## Listed records

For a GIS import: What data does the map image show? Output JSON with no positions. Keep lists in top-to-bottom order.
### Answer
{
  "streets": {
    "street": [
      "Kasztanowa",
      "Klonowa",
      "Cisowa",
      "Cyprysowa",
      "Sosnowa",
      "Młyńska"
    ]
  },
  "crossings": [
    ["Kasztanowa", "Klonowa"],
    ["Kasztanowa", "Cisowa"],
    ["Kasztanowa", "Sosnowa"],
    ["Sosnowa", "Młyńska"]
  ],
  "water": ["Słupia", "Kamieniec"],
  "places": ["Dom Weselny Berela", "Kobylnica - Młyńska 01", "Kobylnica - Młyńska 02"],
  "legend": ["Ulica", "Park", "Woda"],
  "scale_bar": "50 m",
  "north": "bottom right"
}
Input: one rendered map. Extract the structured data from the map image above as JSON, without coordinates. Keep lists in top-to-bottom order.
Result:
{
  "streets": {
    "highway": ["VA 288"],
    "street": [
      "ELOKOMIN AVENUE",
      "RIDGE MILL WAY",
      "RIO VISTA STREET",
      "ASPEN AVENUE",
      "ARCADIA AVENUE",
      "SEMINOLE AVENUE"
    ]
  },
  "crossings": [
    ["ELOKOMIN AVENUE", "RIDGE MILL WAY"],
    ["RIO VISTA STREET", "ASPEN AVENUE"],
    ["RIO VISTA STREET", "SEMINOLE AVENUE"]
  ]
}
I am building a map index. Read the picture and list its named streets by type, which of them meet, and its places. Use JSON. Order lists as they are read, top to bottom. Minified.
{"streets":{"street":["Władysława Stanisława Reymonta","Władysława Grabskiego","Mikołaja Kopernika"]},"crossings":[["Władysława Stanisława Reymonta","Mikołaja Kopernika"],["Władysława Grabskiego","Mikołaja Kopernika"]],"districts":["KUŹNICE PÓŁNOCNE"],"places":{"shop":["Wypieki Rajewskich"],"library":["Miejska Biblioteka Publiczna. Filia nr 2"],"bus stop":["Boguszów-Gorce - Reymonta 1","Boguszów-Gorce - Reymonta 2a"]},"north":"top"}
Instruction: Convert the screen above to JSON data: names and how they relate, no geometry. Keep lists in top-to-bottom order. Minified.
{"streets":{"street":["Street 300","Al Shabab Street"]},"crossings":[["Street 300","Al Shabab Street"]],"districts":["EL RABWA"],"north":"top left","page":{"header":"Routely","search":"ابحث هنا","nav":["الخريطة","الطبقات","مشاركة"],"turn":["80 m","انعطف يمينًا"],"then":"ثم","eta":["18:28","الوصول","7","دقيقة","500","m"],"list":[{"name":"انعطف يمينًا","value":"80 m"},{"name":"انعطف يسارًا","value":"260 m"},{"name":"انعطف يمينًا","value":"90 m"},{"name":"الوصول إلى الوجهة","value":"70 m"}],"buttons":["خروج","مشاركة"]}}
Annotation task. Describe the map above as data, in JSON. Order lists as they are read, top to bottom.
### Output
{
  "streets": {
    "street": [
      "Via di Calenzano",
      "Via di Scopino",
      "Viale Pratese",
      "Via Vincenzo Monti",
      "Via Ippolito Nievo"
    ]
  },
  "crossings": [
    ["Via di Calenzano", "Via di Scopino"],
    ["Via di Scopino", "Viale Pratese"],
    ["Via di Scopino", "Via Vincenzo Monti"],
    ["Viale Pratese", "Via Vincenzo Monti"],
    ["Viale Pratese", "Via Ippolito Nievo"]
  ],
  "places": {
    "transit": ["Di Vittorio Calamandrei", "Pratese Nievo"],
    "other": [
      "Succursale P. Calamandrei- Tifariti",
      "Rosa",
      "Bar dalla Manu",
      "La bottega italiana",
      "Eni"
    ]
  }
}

## Problem
After reading through the material, report every line that holds "image".

## Solution to the problem
For a GIS import: What data does the map image show? Output JSON with no positions. Keep lists in top-to-bottom order.
Input: one rendered map. Extract the structured data from the map image above as JSON, without coordinates. Keep lists in top-to-bottom order.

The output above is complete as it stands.